Return the records that follow unaltered. Omit every picture.

INPUT RECORDS:
____________________

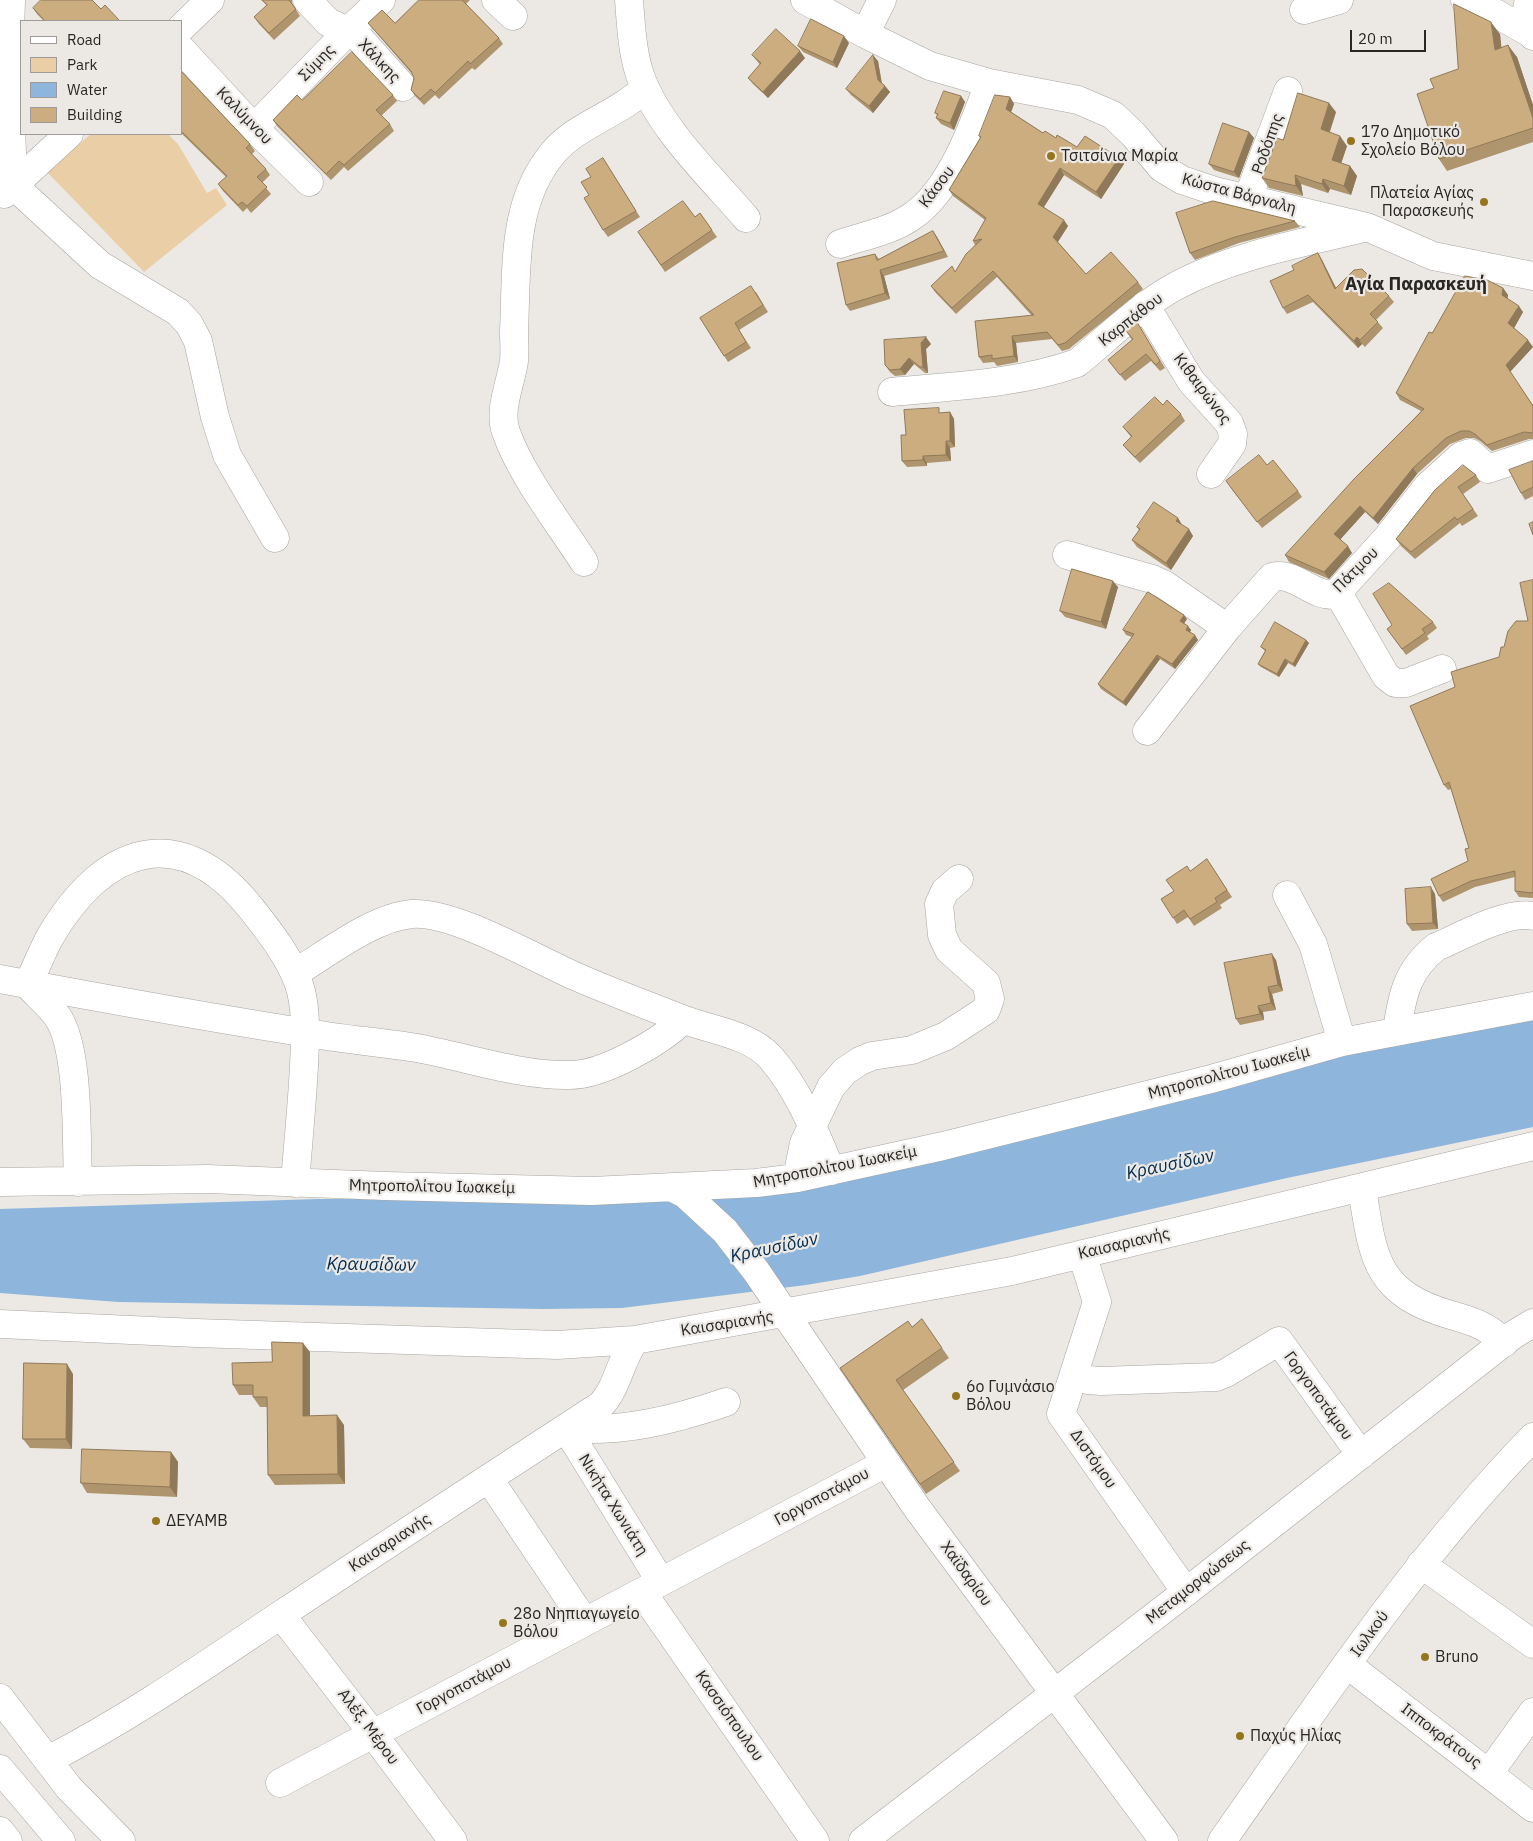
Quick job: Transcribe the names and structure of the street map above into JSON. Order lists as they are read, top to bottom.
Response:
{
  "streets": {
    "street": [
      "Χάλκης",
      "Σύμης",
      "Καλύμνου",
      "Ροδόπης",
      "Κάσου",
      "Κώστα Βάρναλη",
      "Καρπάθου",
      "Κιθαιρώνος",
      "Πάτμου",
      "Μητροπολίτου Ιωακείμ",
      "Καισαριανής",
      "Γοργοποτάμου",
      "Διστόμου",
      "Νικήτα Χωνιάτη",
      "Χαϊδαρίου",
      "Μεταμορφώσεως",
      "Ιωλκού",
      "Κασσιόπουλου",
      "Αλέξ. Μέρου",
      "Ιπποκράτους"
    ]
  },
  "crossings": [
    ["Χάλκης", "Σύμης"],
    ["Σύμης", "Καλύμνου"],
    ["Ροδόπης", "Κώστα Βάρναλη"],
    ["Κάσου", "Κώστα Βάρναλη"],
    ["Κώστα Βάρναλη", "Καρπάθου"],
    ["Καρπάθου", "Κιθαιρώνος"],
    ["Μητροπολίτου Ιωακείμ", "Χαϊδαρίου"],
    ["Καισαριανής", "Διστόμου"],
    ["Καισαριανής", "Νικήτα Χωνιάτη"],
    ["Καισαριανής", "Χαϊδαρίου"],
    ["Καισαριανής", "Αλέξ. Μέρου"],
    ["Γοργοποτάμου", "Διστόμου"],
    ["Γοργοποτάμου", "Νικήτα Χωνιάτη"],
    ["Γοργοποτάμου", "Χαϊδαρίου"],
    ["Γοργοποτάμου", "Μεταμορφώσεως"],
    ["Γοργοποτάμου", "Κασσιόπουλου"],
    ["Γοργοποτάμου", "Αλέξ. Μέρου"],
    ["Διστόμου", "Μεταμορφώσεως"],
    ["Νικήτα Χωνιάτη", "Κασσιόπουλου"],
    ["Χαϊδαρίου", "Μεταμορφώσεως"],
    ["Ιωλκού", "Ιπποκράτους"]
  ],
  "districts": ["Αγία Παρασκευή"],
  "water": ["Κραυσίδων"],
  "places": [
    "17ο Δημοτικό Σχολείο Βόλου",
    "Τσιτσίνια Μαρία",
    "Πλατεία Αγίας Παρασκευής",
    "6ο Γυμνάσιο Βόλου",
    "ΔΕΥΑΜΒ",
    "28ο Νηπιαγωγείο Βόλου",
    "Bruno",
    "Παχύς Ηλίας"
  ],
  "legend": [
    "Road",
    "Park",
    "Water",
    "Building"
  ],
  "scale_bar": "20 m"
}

____________________

EXERCISE ANSWER:
Quick job: Transcribe the names and structure of the street map above into JSON. Order lists as they are read, top to bottom.
Response:
{
  "streets": {
    "street": [
      "Χάλκης",
      "Σύμης",
      "Καλύμνου",
      "Ροδόπης",
      "Κάσου",
      "Κώστα Βάρναλη",
      "Καρπάθου",
      "Κιθαιρώνος",
      "Πάτμου",
      "Μητροπολίτου Ιωακείμ",
      "Καισαριανής",
      "Γοργοποτάμου",
      "Διστόμου",
      "Νικήτα Χωνιάτη",
      "Χαϊδαρίου",
      "Μεταμορφώσεως",
      "Ιωλκού",
      "Κασσιόπουλου",
      "Αλέξ. Μέρου",
      "Ιπποκράτους"
    ]
  },
  "crossings": [
    ["Χάλκης", "Σύμης"],
    ["Σύμης", "Καλύμνου"],
    ["Ροδόπης", "Κώστα Βάρναλη"],
    ["Κάσου", "Κώστα Βάρναλη"],
    ["Κώστα Βάρναλη", "Καρπάθου"],
    ["Καρπάθου", "Κιθαιρώνος"],
    ["Μητροπολίτου Ιωακείμ", "Χαϊδαρίου"],
    ["Καισαριανής", "Διστόμου"],
    ["Καισαριανής", "Νικήτα Χωνιάτη"],
    ["Καισαριανής", "Χαϊδαρίου"],
    ["Καισαριανής", "Αλέξ. Μέρου"],
    ["Γοργοποτάμου", "Διστόμου"],
    ["Γοργοποτάμου", "Νικήτα Χωνιάτη"],
    ["Γοργοποτάμου", "Χαϊδαρίου"],
    ["Γοργοποτάμου", "Μεταμορφώσεως"],
    ["Γοργοποτάμου", "Κασσιόπουλου"],
    ["Γοργοποτάμου", "Αλέξ. Μέρου"],
    ["Διστόμου", "Μεταμορφώσεως"],
    ["Νικήτα Χωνιάτη", "Κασσιόπουλου"],
    ["Χαϊδαρίου", "Μεταμορφώσεως"],
    ["Ιωλκού", "Ιπποκράτους"]
  ],
  "districts": ["Αγία Παρασκευή"],
  "water": ["Κραυσίδων"],
  "places": [
    "17ο Δημοτικό Σχολείο Βόλου",
    "Τσιτσίνια Μαρία",
    "Πλατεία Αγίας Παρασκευής",
    "6ο Γυμνάσιο Βόλου",
    "ΔΕΥΑΜΒ",
    "28ο Νηπιαγωγείο Βόλου",
    "Bruno",
    "Παχύς Ηλίας"
  ],
  "legend": [
    "Road",
    "Park",
    "Water",
    "Building"
  ],
  "scale_bar": "20 m"
}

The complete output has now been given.